Arte, les dessous d’un tournage (2)

A Pest, de l'or et du soleil

Grâce au professionnalisme de Vincent Pérazio et Sébastien Thiébot, de Grand Angle Productions, la semaine annoncée catastrophique s’avérera pleine de surprises. A Budapest, nous buvons à la santé de Tokaj !

Sur les bords du Danube. Là, j'ai failli tomber à l'eau.

La pluie ne cessa de tomber le dimanche aussi. Je pris le train pour Budapest, afin de rejoindre mes deux acolytes et commencer le tournage. Je leur avais fixé rendez-vous au Két Szerencsen, QG des bobos budapestois, cuisine hongroise revisitée dans une ambiance calfeutrée et chaleureuse. Je fus bavarde, évidemment. A part la douche incessante, tout se profilait à merveille, les rendez-vous étaient pris, les lieux trouvés. Je leur avais concocté une semaine riche, rencontres de producteurs, visites de caves très particulières et les fameuses archives de Sátoraljaújhely qui nécessitaient des démarches pointues.

A Budapest, les deux gars savaient ce qu’ils voulaient. Un plan de Pest à partir des hauteurs de Buda, même noyé dans la brume. Le château de Buda, le Bastion des Pêcheurs... Du haut de la muraille blanche et crénelée, Sébastien balayait le beau Danube bleu et l'étendue de la ville avec son oeil.

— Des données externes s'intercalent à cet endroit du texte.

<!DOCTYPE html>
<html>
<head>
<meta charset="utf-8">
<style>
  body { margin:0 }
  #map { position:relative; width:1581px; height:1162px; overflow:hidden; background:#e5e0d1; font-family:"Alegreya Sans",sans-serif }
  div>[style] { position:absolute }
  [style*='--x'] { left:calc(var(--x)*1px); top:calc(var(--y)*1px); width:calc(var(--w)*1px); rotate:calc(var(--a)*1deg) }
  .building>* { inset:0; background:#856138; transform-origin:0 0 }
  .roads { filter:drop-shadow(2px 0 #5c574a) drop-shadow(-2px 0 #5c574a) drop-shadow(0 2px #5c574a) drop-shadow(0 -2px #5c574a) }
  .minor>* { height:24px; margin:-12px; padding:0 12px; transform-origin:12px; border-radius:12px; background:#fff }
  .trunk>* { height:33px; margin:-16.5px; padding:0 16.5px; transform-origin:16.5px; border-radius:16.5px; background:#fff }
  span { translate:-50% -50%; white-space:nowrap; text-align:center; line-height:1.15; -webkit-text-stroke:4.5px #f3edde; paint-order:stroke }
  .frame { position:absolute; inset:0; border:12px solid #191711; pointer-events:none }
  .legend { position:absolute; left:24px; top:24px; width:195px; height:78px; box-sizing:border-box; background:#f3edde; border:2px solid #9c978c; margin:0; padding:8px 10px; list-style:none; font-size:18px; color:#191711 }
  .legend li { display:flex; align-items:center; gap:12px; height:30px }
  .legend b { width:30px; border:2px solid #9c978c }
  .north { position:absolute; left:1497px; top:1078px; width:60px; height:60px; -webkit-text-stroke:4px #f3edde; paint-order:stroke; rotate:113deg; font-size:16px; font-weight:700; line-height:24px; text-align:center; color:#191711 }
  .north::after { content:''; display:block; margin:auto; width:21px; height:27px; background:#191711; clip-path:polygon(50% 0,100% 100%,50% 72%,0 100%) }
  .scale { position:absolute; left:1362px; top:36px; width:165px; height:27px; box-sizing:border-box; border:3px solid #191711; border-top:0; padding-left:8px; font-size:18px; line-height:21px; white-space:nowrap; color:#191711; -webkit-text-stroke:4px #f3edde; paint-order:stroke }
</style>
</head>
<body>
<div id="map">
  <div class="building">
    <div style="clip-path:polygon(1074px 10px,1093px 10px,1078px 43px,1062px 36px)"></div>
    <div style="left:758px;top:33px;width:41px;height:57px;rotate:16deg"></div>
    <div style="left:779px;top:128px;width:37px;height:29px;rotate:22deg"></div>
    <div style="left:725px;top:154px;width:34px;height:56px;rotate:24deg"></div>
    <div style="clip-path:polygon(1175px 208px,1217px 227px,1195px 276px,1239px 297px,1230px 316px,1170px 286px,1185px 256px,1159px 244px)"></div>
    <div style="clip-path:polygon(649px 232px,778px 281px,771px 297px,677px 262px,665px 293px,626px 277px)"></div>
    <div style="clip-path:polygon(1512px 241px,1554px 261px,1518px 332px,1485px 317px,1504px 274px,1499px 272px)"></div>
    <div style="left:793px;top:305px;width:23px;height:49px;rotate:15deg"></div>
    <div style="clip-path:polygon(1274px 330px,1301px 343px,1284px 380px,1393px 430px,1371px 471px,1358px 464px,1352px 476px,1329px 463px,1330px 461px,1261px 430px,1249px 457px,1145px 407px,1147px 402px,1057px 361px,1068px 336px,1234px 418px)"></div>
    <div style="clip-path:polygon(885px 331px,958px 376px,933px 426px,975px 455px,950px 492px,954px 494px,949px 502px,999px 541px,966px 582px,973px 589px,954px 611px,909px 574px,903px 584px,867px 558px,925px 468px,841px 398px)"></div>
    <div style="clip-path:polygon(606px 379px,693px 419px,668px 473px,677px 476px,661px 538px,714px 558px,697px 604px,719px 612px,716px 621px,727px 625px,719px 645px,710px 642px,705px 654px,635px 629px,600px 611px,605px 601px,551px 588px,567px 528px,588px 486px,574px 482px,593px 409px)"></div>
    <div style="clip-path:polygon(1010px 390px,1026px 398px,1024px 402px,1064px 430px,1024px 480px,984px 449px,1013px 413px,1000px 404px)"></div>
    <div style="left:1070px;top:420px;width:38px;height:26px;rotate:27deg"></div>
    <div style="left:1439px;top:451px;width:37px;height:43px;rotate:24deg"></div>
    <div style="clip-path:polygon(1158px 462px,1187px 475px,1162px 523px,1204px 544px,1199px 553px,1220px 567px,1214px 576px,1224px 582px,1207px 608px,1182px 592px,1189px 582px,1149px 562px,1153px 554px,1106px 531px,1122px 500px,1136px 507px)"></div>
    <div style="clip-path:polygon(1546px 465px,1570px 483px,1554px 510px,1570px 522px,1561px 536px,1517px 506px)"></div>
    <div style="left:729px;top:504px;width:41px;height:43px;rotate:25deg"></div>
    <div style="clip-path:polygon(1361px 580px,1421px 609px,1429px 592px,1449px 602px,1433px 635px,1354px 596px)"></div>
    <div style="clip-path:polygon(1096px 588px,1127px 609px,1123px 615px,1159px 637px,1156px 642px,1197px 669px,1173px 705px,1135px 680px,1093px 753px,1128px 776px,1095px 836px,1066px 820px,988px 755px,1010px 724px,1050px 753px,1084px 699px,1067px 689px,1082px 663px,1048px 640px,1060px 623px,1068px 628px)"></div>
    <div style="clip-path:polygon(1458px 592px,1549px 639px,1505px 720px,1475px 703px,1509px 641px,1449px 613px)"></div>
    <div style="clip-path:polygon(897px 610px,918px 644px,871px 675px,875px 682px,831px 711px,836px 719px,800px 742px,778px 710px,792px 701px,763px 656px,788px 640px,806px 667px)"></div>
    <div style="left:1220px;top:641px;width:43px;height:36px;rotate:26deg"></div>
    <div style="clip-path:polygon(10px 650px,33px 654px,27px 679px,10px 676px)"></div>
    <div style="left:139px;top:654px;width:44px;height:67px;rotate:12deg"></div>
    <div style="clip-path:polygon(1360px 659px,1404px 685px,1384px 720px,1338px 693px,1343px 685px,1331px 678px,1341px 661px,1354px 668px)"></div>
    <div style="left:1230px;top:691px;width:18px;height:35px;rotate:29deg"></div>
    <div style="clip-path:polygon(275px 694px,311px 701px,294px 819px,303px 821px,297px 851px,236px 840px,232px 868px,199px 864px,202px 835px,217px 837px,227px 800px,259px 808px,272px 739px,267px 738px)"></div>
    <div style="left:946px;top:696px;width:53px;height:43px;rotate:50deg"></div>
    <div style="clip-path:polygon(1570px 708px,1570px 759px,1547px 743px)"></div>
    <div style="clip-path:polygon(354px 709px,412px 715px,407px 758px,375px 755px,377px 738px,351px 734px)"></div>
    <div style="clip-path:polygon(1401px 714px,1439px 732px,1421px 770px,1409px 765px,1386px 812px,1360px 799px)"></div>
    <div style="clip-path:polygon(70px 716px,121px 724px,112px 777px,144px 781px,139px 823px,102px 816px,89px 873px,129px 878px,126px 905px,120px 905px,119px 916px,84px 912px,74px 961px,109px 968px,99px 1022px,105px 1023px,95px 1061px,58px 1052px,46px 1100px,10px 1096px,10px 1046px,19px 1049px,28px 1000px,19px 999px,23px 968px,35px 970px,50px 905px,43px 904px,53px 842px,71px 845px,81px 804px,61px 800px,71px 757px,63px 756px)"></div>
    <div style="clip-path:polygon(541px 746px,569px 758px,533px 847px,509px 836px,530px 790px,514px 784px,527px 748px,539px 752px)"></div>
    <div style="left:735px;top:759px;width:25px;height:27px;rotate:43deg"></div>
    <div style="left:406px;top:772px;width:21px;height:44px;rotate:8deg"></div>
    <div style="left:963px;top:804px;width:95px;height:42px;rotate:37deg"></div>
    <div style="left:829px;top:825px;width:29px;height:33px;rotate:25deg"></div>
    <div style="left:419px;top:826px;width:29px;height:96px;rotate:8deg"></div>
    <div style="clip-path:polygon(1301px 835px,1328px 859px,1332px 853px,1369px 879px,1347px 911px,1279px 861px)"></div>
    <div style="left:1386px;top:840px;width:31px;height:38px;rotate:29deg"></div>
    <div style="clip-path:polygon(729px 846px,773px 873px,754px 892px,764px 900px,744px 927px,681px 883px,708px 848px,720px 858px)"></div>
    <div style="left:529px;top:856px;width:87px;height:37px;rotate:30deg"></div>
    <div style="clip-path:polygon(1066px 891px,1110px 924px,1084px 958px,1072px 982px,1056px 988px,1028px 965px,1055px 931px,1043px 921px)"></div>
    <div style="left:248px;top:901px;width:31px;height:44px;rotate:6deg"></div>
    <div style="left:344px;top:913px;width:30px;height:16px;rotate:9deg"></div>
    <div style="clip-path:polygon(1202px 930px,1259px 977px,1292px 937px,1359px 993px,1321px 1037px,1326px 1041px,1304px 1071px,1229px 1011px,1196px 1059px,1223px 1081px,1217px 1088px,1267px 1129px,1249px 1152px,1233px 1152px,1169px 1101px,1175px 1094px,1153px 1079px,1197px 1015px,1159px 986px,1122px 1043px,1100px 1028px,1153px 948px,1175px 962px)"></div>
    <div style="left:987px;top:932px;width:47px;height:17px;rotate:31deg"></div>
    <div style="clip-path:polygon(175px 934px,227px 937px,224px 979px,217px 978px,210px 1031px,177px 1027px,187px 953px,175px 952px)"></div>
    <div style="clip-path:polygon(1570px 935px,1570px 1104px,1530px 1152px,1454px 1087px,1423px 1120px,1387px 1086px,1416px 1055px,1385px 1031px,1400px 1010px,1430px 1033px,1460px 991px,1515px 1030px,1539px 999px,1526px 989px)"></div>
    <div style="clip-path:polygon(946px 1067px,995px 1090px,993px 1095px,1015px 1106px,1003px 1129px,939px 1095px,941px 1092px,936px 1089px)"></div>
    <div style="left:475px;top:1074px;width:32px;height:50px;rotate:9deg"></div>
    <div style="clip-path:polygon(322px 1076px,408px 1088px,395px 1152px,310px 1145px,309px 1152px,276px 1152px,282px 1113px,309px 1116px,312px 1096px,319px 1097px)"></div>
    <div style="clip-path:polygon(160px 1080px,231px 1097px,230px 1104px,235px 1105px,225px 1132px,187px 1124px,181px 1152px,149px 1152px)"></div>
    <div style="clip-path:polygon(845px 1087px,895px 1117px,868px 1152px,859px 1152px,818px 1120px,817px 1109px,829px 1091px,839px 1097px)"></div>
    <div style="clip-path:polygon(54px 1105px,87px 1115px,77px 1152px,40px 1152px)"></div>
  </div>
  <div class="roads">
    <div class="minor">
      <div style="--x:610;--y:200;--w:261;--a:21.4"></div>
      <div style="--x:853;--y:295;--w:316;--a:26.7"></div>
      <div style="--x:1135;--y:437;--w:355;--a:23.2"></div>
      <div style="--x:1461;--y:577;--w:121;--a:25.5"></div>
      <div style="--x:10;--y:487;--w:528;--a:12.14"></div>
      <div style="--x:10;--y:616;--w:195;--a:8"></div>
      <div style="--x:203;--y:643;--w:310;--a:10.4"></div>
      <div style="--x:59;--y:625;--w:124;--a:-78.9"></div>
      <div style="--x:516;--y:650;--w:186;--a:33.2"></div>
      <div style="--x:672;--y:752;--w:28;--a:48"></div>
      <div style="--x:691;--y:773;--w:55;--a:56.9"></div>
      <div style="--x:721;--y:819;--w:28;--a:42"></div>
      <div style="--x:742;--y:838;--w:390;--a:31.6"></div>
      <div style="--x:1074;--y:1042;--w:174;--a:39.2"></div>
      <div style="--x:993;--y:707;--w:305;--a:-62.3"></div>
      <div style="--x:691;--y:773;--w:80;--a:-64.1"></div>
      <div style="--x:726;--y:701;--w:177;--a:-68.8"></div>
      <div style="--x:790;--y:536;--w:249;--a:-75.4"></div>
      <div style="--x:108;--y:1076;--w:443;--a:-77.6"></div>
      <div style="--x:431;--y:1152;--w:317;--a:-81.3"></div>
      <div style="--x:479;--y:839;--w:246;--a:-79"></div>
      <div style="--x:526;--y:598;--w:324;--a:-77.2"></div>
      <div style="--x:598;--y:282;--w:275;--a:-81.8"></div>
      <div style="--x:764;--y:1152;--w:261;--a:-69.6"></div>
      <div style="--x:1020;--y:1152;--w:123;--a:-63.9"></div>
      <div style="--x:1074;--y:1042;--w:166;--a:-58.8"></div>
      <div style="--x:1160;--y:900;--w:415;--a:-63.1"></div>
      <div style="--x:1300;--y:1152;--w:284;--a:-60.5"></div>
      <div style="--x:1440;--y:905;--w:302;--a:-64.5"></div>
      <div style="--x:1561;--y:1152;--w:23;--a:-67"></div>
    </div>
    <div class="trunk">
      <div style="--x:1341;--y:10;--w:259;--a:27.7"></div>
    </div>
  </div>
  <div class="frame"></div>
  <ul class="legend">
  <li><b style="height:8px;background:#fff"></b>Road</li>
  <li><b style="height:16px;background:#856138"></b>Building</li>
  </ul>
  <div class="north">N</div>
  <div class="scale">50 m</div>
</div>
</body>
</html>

Vue brumeuse et mystérieuse.

Krisztián Ungváry, un historien de haut vol, spécialisé dans le XXe siècle, et également vigneron à Tokaj, nous attendait au Centrál Kávéház, l'un des plus exquis cafés de la capitale. J’avais négocié avec le patron pour y tourner une scène du film avec une bouteille d'István Szepsy que j’avais achetée à Mád pour l’occasion. Krisztián et moi-même devions être inspirés pour nous exprimer avec naturel et conviction. Rien n’était plus convainquant qu’un Aszú 5 puttonyos de 2006, d’un sirupeux et d’une expression de Tokaj des plus nobles et des plus abouties. Nous étions bien équipés.

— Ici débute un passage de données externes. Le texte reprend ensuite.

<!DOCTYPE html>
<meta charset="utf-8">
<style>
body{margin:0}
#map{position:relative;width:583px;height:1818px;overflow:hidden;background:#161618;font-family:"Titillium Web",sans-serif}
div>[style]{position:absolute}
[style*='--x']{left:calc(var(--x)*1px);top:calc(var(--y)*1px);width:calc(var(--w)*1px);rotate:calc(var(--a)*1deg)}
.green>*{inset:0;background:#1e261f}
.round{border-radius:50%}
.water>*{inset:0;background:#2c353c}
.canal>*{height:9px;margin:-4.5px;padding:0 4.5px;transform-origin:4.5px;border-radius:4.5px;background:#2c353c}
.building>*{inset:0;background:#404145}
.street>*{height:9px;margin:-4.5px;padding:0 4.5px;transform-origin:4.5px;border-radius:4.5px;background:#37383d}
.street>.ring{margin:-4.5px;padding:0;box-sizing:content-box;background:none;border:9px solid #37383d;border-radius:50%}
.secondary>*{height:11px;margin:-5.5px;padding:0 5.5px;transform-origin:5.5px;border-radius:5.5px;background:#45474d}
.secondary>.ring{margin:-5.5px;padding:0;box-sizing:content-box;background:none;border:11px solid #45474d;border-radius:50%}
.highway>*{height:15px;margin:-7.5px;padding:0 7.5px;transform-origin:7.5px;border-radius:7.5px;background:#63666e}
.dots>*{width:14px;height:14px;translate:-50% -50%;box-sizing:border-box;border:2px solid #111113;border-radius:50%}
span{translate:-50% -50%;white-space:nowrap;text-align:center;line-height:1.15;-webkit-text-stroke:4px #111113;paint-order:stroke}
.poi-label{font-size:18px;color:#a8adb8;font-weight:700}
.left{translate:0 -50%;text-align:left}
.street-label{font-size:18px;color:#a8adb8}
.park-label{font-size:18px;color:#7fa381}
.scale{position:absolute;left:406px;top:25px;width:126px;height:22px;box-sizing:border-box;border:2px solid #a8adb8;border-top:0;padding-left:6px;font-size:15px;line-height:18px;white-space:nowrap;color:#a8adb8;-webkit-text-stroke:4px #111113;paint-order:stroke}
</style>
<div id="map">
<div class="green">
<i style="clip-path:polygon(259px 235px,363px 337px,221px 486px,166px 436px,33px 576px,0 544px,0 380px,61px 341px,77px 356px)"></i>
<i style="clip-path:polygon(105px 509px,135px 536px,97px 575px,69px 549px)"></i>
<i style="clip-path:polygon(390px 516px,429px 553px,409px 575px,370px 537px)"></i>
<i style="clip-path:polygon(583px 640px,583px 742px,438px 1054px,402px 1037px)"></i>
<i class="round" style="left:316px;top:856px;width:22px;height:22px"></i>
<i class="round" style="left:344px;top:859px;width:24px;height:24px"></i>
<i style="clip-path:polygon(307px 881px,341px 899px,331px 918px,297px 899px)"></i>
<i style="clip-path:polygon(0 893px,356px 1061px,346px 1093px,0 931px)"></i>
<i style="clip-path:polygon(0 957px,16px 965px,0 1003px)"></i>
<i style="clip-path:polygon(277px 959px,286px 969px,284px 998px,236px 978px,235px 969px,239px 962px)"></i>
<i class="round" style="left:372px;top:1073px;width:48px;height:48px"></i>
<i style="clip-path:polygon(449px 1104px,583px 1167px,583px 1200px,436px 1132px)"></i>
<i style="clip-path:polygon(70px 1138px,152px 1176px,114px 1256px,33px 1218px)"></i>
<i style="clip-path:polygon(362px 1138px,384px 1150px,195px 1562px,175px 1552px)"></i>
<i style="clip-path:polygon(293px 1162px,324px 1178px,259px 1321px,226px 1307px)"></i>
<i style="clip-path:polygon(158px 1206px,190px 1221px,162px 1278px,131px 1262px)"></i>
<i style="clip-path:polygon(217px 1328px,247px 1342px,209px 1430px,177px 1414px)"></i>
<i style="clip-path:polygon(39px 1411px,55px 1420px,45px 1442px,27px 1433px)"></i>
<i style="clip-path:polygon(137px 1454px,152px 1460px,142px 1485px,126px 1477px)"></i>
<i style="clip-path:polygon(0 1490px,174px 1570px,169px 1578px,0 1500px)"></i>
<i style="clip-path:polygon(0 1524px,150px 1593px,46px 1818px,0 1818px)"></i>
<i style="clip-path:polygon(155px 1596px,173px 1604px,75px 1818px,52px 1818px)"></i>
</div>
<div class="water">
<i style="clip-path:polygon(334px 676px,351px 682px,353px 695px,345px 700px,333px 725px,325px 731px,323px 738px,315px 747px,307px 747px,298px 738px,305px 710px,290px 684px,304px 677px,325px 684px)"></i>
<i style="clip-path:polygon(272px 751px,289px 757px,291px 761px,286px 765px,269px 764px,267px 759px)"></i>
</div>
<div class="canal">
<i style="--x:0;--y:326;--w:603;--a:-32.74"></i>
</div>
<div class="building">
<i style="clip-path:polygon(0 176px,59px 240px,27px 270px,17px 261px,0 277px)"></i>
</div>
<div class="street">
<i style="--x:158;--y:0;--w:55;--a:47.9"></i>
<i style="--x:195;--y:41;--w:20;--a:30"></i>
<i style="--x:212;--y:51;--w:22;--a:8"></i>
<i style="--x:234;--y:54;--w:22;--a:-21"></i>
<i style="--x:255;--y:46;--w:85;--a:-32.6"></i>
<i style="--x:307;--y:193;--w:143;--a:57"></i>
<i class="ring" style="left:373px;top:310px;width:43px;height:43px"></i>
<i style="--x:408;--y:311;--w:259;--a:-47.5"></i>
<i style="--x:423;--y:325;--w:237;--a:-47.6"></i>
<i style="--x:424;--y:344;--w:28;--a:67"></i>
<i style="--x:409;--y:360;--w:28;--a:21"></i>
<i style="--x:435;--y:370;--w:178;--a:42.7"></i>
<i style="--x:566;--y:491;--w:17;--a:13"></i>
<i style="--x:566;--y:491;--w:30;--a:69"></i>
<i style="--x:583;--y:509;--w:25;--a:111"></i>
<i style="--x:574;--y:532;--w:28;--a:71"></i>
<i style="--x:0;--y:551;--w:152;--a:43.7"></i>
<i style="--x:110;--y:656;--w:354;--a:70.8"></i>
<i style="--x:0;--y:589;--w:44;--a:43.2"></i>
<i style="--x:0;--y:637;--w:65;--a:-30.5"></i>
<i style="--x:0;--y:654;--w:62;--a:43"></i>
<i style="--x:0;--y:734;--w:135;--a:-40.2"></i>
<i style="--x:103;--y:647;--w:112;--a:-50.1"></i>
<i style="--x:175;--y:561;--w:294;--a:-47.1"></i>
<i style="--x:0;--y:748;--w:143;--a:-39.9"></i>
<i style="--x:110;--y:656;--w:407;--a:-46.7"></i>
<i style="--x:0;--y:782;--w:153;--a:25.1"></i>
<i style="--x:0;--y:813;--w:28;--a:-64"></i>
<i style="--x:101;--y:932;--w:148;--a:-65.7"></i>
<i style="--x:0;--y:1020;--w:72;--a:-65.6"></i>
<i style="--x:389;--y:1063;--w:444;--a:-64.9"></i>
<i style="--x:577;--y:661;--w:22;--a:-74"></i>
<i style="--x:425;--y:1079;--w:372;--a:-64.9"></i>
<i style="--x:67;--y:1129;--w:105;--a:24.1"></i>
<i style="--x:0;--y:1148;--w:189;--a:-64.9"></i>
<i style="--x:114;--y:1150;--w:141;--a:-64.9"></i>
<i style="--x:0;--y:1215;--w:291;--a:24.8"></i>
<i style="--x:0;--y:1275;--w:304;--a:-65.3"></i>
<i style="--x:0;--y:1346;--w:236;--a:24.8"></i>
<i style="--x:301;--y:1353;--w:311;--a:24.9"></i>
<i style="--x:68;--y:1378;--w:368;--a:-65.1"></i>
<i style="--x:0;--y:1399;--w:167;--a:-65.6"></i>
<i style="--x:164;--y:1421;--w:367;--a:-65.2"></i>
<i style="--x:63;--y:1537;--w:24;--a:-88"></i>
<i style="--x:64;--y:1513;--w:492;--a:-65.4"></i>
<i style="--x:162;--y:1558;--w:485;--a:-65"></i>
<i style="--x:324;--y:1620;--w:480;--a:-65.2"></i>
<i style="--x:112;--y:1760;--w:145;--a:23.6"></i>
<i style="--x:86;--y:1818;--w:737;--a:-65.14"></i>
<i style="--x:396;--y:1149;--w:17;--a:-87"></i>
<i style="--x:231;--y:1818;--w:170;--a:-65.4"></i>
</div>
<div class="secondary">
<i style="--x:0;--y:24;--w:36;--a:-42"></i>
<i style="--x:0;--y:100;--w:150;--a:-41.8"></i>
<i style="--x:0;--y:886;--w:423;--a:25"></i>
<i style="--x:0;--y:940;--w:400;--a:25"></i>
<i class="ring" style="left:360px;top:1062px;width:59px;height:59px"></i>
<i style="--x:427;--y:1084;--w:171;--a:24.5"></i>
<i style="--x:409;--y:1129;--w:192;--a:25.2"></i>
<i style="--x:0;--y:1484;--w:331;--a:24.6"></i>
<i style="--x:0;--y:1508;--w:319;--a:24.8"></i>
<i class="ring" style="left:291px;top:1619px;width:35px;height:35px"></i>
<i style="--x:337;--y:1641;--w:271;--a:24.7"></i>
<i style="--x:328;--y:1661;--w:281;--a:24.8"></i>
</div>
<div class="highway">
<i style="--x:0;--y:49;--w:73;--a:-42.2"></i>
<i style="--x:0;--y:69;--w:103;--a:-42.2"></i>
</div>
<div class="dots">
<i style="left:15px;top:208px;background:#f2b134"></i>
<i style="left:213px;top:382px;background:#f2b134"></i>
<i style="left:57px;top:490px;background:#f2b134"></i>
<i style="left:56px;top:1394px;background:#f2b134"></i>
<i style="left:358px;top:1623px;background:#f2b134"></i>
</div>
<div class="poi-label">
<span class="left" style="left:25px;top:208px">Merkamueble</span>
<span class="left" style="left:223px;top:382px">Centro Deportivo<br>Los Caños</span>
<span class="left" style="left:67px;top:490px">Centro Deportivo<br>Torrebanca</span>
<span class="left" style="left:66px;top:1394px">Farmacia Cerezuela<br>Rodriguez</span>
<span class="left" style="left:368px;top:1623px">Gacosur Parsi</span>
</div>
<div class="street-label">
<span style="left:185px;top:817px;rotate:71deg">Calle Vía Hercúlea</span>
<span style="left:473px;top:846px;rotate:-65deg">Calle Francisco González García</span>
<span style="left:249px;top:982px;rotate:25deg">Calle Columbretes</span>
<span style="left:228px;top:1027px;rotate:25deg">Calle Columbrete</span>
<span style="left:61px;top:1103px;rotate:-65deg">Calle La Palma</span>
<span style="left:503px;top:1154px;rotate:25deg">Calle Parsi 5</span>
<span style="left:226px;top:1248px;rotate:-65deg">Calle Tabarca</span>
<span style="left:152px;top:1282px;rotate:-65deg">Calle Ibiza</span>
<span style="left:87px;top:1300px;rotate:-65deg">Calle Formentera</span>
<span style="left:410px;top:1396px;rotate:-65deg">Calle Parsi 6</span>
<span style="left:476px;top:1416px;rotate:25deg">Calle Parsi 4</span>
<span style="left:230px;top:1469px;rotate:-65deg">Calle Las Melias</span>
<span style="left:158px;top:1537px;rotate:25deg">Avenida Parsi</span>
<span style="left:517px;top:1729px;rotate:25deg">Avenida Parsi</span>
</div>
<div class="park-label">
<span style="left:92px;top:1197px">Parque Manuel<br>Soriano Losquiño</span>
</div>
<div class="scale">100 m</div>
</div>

Cette conversation autour d'un verre fut particulièrement divine. Le contenu du verre aidant, l'historien et moi nous lançâmes dans un échange sur l'importance du tokaj qui rythme la diplomatie hongroise depuis des siècles et rayonne dans les esprits. "Dans un verre de Tokaj se lit l'histoire du pays", écrivais-je en 1994 dans La Revue du vin de France. La longueur, l'équilibre, la prestance fascinante du liquoreux me donnait l'impression de planer, comme si j'offrais à mon corps un élixir de bien-être. Une séance de massage ayurvédique. Une explosion de fruits et d'épices qui éveille et réveille tous les sens. Une fleur qui ouvre son coeur sous la chaleur des premiers rayons de soleil. Nous volions ou convolions face à face, survolions le pays, comme le drone survole, dans le jet final, quasi au ralenti les ondulations du Piémont de Tokaj. Nous faisions le tour du monde.

Là, on a failli tout boire. Merci Krisztián pour ta participation !

Nous en avions oublié la caméra. Sébastien et Vincent, tout à leur tâche, nous arrêtèrent net : il ne restait quasiment plus une goutte dans la bouteille. Fort fâcheux : le but de cet exercice était de faire tournoyer le verre devant l'objectif pour montrer la couleur inouïe de l'or liquide au spectateur, cet or teinté d'un reflet ambré. Il était plus délicat de le réaliser une fois le liquide enfoui dans nos gosiers. Ce fut un beau début de tournage. Le soleil était bien au rendez-vous. Le soleil de 2006.